■ Problem to solve ■
Your answer should consist of the lines holding "sans", copied from the material below.

■ Dataset excerpts ■
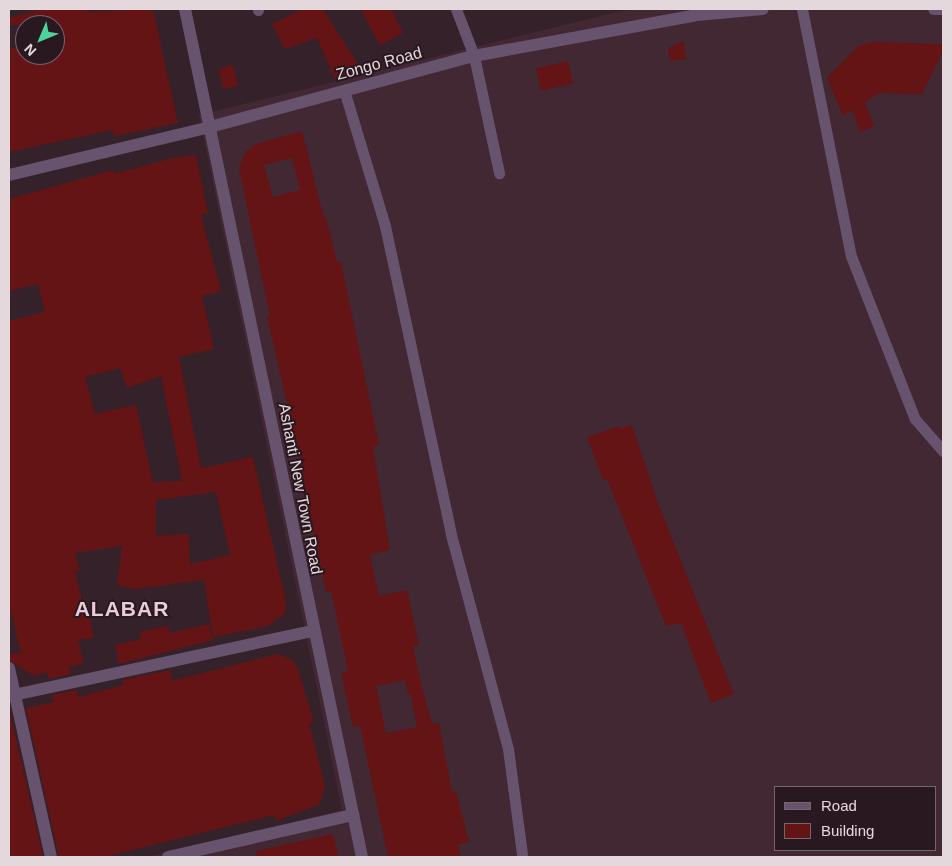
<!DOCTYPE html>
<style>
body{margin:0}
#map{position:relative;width:952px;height:866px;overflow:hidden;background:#342129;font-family:Arial,sans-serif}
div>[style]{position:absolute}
.built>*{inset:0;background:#412833}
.building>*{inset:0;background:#651415;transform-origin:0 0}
.service>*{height:11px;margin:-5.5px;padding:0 5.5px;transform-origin:5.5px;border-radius:5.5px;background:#68536f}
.minor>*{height:12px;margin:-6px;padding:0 6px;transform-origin:6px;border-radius:6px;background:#68536f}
.tertiary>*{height:12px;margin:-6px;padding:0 6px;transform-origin:6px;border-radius:6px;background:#68536f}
span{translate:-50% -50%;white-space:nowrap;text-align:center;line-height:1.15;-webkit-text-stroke:4px #2a1820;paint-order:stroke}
.street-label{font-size:16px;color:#e5d8dd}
.district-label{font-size:21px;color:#e8cdd8;font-weight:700;letter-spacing:1px}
.frame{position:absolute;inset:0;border:10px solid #e5d8dd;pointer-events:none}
.legend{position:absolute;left:774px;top:786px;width:162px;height:65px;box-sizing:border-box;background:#2a1820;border:1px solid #75656c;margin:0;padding:6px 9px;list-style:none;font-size:15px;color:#e5d8dd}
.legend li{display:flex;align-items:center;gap:10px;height:25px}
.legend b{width:25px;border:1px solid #75656c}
.north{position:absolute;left:15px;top:15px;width:50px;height:50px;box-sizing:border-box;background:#2a1820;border:1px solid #75656c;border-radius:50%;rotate:225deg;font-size:14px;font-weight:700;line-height:20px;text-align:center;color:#e5d8dd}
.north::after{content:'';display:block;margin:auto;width:18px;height:22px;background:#4dd39a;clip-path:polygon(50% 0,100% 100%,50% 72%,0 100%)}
</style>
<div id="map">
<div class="built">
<i style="clip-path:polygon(evenodd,641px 9px,943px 9px,943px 857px,147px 857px,342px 810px,199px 115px,621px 11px,641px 9px,776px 787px,936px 787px,936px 850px,776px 850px,776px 787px)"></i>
</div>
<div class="building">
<i style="clip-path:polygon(41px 9px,86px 9px,87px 12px,153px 9px,178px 123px,114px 136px,112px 130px,9px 152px,9px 49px,25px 46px,25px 55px,60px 55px,55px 25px,9px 25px,9px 18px)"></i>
<i style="clip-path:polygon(302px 9px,323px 9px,359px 66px,351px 68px,352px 72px,335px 79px,317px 38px,285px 49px,272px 24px)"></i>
<i style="clip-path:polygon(360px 9px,391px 9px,403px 33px,380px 45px)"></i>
<i style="clip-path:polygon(684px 41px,686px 59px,670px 61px,668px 48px)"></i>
<i style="clip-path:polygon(871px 42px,943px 44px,943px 51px,922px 94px,879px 93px,865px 102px,874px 126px,860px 132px,852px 110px,843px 116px,827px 78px,858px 46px)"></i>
<i style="left:568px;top:61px;width:23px;height:33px;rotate:77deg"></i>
<i style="left:233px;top:65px;width:21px;height:15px;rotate:76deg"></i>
<i style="clip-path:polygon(evenodd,302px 131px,324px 218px,326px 217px,337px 262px,341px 261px,379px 445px,373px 447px,390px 550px,370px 555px,379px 596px,407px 590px,419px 645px,413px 646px,421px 683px,432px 724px,439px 723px,452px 792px,456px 791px,469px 842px,458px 845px,461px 857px,388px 857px,360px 725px,353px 727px,341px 673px,348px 671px,331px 591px,326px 592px,314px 535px,300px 460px,267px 316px,270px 316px,239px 169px,245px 152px,256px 144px,302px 131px,292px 158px,300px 190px,273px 197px,264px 165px,292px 158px,302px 131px,405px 680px,408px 695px,411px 694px,417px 727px,386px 733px,376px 686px,405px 680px)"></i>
<i style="clip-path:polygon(evenodd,196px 155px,208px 213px,201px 215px,221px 291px,202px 296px,214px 349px,179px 357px,201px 468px,253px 457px,286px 602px,285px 613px,268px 626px,213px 637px,204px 580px,136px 589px,117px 585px,122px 546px,75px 553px,80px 570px,75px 572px,82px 600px,86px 599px,94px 638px,78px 640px,84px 663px,69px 667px,71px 674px,48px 679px,47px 672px,34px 676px,9px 660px,9px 654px,21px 653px,9px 605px,9px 321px,45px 312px,38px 284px,9px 291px,9px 199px,113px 170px,114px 174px,173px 158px,196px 155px,120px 368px,127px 388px,161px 376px,182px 481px,153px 482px,136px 405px,95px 414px,85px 377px,120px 368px,196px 155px,216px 492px,230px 555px,190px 564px,189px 534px,156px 536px,156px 500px,216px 492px)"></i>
<i style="clip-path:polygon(632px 425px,658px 503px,734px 694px,711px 703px,681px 623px,666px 626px,607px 479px,603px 480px,587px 437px,619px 426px,620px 429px)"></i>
<i style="clip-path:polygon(209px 624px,213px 640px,119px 664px,115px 645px,141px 639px,139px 632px,168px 626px,170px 633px)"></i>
<i style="clip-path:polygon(278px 654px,291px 659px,297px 666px,314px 722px,309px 723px,325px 786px,320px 804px,276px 821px,274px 815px,103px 857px,59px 857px,26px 708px,54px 702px,52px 695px,76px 690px,78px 697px,124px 685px,122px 680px,170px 670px,172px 681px)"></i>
<i style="clip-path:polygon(9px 712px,10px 712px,43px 857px,9px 857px)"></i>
<i style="clip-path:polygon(333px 834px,339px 857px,257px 857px,256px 851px)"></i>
</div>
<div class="service">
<i style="left:258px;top:9px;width:1px;rotate:90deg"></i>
<i style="left:456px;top:9px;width:50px;rotate:69deg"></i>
<i style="left:474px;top:56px;width:120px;rotate:77.9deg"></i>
<i style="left:802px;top:9px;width:252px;rotate:78.8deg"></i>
<i style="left:851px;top:256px;width:175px;rotate:68.6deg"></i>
<i style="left:915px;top:419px;width:43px;rotate:48.8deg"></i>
<i style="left:344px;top:90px;width:142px;rotate:73.2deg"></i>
<i style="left:385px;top:226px;width:323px;rotate:77.9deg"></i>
<i style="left:453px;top:542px;width:214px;rotate:75.1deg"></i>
<i style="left:508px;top:749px;width:106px;rotate:82.4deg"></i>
</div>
<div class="minor">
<i style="left:9px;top:668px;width:194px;rotate:77.5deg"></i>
<i style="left:9px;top:696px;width:311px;rotate:-12.1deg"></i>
<i style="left:168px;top:857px;width:190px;rotate:-12.8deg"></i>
</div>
<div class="tertiary">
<i style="left:185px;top:9px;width:866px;rotate:78.21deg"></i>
<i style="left:934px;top:9px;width:9px"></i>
<i style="left:9px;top:175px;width:207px;rotate:-13.4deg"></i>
<i style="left:210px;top:127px;width:273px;rotate:-15.1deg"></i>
<i style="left:474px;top:56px;width:227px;rotate:-10.4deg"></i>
<i style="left:697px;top:15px;width:66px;rotate:-5.2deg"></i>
</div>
<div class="street-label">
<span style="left:379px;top:64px;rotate:-15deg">Zongo Road</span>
<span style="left:300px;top:489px;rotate:79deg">Ashanti New Town Road</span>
</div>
<div class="district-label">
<span style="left:122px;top:609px">ALABAR</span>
</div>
<div class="frame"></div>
<ul class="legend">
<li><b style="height:6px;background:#68536f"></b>Road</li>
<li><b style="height:14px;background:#651415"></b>Building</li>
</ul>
<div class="north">N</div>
</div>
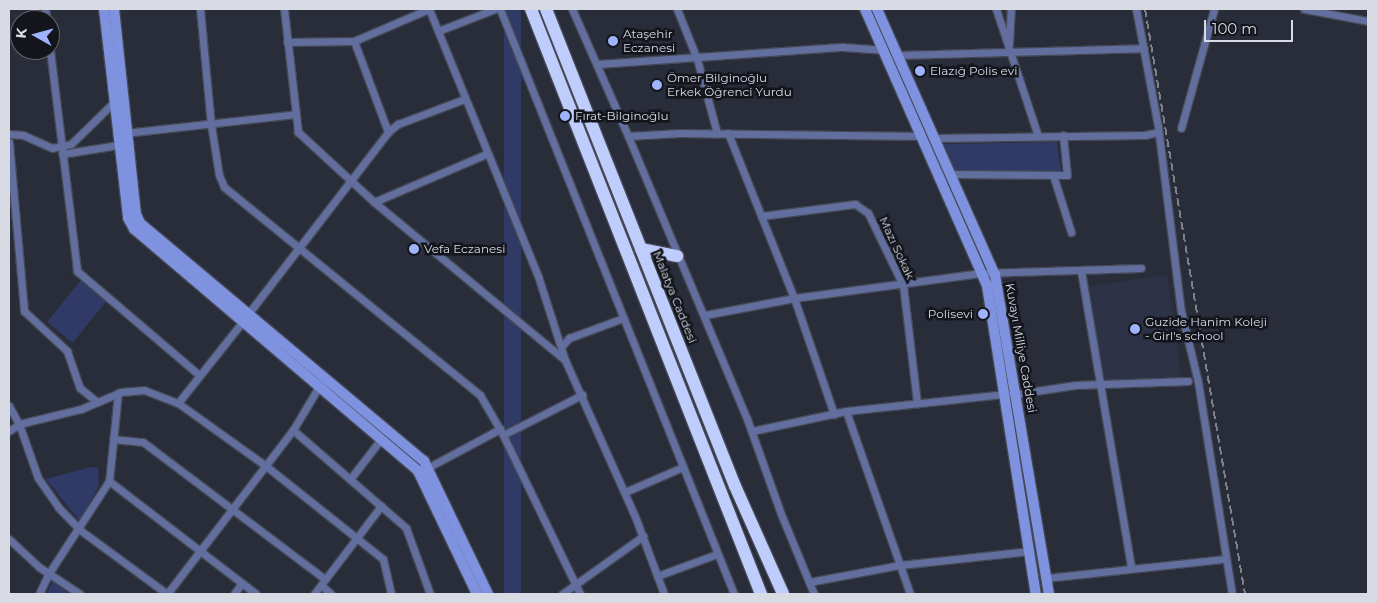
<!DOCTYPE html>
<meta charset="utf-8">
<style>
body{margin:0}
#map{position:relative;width:1377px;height:603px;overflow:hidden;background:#292d3a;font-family:Montserrat,sans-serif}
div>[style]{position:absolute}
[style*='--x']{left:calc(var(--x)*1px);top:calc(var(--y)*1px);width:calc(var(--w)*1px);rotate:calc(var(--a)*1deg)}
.built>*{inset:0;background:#2d3246;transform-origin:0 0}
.green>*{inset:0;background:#303a66;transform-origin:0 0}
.roads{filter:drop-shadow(1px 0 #454955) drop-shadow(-1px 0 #454955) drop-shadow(0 1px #454955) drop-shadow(0 -1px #454955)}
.street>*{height:7px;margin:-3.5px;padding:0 3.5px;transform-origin:3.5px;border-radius:3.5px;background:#616e9e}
.secondary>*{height:10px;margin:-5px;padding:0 5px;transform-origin:5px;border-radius:5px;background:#7e92df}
.highway>*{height:12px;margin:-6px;padding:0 6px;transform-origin:6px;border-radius:6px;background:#bfcdfd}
.rail>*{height:2px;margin-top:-1px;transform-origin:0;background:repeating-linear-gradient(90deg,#7d818c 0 8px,transparent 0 12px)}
.dots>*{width:14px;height:14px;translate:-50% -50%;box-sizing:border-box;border:2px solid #14151c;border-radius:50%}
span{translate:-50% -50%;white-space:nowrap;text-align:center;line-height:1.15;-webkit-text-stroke:5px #14151c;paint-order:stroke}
.poi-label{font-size:12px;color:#d8dbe4}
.left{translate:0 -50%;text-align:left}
.right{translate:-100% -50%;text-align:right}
.street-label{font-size:12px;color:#d8dbe4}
.frame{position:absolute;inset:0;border:10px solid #d8dbe4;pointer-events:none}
.north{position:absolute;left:10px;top:10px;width:50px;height:50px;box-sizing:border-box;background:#14151c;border:1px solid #62646c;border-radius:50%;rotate:277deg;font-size:14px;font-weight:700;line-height:20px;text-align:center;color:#d8dbe4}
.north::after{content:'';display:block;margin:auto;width:18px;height:22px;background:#9fb3fd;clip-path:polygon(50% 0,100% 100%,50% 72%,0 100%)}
.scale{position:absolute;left:1204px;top:20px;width:89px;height:22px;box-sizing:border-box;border:2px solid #d8dbe4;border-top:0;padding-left:6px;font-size:15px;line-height:18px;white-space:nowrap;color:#d8dbe4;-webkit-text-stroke:4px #14151c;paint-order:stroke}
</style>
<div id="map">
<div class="built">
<i style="left:1167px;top:275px;width:104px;height:80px;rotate:82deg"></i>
</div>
<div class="green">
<i style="left:504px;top:9px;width:17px;height:630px"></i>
<i style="clip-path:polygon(1057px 142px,1061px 172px,954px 170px,943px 144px)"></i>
<i style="left:81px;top:280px;width:33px;height:54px;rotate:39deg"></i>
<i style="clip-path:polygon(91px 467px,98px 468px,99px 485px,80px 521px,46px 479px)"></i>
<i style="clip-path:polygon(53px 581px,69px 594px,46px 594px)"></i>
</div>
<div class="roads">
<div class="street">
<i style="--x:45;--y:9;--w:11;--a:80"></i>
<i style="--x:200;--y:9;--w:117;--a:84.6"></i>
<i style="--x:211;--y:125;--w:51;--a:80.9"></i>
<i style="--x:219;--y:175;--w:13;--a:67"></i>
<i style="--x:224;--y:187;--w:330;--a:39.1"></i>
<i style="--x:480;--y:395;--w:39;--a:60"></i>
<i style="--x:500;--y:429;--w:183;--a:64.1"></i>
<i style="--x:284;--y:9;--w:124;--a:83.5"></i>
<i style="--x:298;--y:132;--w:103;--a:42.6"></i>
<i style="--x:374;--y:202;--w:248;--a:39.6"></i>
<i style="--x:429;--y:9;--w:288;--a:67.8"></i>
<i style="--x:538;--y:276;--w:88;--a:72.2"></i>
<i style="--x:565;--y:360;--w:174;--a:65.9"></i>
<i style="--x:636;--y:519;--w:80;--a:69.5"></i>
<i style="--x:500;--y:9;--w:630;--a:68.2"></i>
<i style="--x:572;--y:9;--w:139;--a:66.2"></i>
<i style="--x:628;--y:136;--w:52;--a:-3.3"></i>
<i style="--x:680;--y:133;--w:239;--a:0.7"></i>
<i style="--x:677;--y:9;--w:54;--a:68.2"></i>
<i style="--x:697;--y:59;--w:77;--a:74.9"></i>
<i style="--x:996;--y:9;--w:134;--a:71.7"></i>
<i style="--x:1136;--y:9;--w:120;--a:79.4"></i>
<i style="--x:1158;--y:127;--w:185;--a:82.9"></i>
<i style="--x:1181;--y:311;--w:73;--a:76.5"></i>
<i style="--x:1198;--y:382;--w:215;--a:80.9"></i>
<i style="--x:1304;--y:9;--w:65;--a:10.6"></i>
<i style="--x:438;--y:31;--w:61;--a:-21.1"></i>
<i style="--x:287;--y:42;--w:67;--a:-0.9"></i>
<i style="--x:1009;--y:44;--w:35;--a:-87"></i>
<i style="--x:50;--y:50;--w:223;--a:83"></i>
<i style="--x:77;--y:271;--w:159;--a:40.4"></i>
<i style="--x:899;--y:55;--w:245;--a:-1.6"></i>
<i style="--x:598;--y:64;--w:246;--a:-4"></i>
<i style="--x:843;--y:47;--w:39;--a:4"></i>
<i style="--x:1181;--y:128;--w:123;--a:-74.5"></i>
<i style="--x:388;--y:132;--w:97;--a:-110.5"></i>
<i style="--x:354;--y:41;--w:82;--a:-23.1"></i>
<i style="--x:125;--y:133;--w:172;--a:-6.3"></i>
<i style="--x:728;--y:133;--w:178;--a:68.2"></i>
<i style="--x:794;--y:298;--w:123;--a:71"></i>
<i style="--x:9;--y:134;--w:14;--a:4"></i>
<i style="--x:23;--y:135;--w:32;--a:24"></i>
<i style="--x:52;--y:148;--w:19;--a:-12"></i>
<i style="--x:71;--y:144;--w:59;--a:-44.3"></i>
<i style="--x:628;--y:136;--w:307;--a:67.2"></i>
<i style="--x:747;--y:419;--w:101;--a:70.3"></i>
<i style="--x:781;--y:514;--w:87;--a:67.6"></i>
<i style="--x:935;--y:138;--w:210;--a:-0.8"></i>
<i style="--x:1145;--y:135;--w:13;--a:-13"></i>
<i style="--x:9;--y:142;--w:170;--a:84.9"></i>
<i style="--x:24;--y:311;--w:59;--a:42.9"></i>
<i style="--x:67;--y:351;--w:39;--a:71"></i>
<i style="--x:80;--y:388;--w:22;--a:39"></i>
<i style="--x:62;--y:154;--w:63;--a:-9.2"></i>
<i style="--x:951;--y:174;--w:116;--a:0.5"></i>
<i style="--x:1067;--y:175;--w:40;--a:-95.7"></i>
<i style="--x:1053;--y:175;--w:60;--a:72.5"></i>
<i style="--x:374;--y:202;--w:122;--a:-23.2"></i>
<i style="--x:761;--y:216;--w:95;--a:-7.3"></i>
<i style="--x:855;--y:204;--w:16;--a:35"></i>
<i style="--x:868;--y:213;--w:80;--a:64.1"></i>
<i style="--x:903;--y:285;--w:119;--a:83.2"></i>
<i style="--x:1081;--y:271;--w:300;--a:80.4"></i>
<i style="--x:248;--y:314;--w:230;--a:-52.4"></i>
<i style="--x:388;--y:132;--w:13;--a:-39"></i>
<i style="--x:398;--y:124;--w:71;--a:-20.7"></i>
<i style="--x:705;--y:315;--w:91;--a:-10.8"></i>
<i style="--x:794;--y:298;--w:189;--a:-7.6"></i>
<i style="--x:981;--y:273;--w:160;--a:-1.8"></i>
<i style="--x:562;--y:346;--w:11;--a:-49"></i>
<i style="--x:569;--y:338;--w:58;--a:-20.3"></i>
<i style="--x:118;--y:393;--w:88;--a:95.8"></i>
<i style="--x:109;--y:481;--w:185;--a:37.5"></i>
<i style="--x:1016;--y:394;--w:60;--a:-8.7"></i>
<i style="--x:1075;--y:385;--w:113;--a:-2"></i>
<i style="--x:178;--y:403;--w:105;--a:-51.6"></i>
<i style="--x:9;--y:406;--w:21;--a:61"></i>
<i style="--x:19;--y:424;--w:64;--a:-13.6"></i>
<i style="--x:81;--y:409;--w:43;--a:-23"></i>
<i style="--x:121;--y:392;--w:23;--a:-5"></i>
<i style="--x:144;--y:390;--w:36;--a:21"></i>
<i style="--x:178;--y:403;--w:108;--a:35.6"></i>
<i style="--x:266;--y:466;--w:149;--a:38.5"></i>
<i style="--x:383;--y:559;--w:36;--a:77"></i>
<i style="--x:846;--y:411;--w:194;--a:70.7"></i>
<i style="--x:293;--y:430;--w:150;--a:40.9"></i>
<i style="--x:406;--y:528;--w:70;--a:70"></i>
<i style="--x:9;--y:431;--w:12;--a:-35"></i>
<i style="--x:19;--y:424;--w:57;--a:70.6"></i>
<i style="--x:38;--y:478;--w:35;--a:55"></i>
<i style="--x:58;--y:507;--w:32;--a:46"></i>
<i style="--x:80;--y:530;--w:108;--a:36.3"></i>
<i style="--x:752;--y:431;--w:96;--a:-12"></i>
<i style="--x:846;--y:411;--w:161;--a:-6.1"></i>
<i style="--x:503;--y:435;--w:89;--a:-26.9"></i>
<i style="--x:113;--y:439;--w:30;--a:6"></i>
<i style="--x:143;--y:442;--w:228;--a:37"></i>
<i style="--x:427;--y:468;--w:83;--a:-28.1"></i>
<i style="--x:351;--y:478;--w:49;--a:-52.4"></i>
<i style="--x:625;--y:492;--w:63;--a:-23.3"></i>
<i style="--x:9;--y:539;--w:41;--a:43"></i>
<i style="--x:39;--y:567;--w:49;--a:33.4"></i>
<i style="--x:657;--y:576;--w:64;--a:-20.1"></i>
<i style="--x:1046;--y:578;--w:180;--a:-6.1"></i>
<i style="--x:809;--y:582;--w:93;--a:-10.6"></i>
<i style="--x:900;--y:565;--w:131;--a:-6.1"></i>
<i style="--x:321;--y:585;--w:13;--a:42"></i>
<i style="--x:39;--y:594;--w:23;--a:-65"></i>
<i style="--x:49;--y:573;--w:110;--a:-56.9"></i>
<i style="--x:167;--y:594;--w:207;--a:-52.5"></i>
<i style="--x:293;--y:430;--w:55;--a:-59.2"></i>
<i style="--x:234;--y:594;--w:12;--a:-55"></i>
<i style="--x:314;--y:594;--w:111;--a:-52.7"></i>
<i style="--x:562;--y:594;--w:100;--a:-35.6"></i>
</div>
<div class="secondary">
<i style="--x:104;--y:9;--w:210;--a:83.4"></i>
<i style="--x:128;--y:218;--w:13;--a:61"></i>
<i style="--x:134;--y:229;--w:373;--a:40.4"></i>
<i style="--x:418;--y:471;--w:136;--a:64.4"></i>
<i style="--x:114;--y:9;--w:206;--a:83.9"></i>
<i style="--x:136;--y:214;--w:10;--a:66"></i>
<i style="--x:140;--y:223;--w:371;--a:40"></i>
<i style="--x:424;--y:461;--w:148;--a:64.3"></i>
<i style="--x:865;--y:9;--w:303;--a:66.2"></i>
<i style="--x:987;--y:286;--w:312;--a:81"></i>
<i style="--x:877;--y:9;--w:291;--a:66.1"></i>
<i style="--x:995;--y:275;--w:324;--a:80.4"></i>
</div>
<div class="highway">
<i style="--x:531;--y:9;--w:629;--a:68.54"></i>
<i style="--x:546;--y:9;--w:513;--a:68.39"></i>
<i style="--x:735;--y:486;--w:118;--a:66"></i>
<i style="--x:641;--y:249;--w:37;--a:11"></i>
</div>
</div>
<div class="rail">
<i style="--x:1145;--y:9;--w:593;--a:80.3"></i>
</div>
<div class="dots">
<i style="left:613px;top:41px;background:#9fb3fd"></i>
<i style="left:920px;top:71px;background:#9fb3fd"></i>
<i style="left:657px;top:85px;background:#9fb3fd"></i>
<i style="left:565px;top:116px;background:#9fb3fd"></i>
<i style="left:414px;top:249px;background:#9fb3fd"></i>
<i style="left:983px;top:314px;background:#9fb3fd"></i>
<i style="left:1135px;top:329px;background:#9fb3fd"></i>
</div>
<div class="poi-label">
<span class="left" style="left:623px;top:41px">Ataşehir<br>Eczanesi</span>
<span class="left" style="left:930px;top:71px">Elazığ Polis evi</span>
<span class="left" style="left:667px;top:85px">Ömer Bilginoğlu<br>Erkek Öğrenci Yurdu</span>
<span class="left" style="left:575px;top:116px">Fırat-Bilginoğlu</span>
<span class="left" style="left:424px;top:249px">Vefa Eczanesi</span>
<span class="right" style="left:973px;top:314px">Polisevi</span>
<span class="left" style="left:1145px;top:329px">Guzide Hanim Koleji<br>- Girl's school</span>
</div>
<div class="street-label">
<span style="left:897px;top:248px;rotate:65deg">Mazı Sokak</span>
<span style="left:675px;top:297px;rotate:68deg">Malatya Caddesi</span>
<span style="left:1021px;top:348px;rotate:80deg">Kuvayı Milliye Caddesi</span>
</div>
<div class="frame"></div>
<div class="north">K</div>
<div class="scale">100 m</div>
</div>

■ Solution ■
#map{position:relative;width:952px;height:866px;overflow:hidden;background:#342129;font-family:Arial,sans-serif}
#map{position:relative;width:1377px;height:603px;overflow:hidden;background:#292d3a;font-family:Montserrat,sans-serif}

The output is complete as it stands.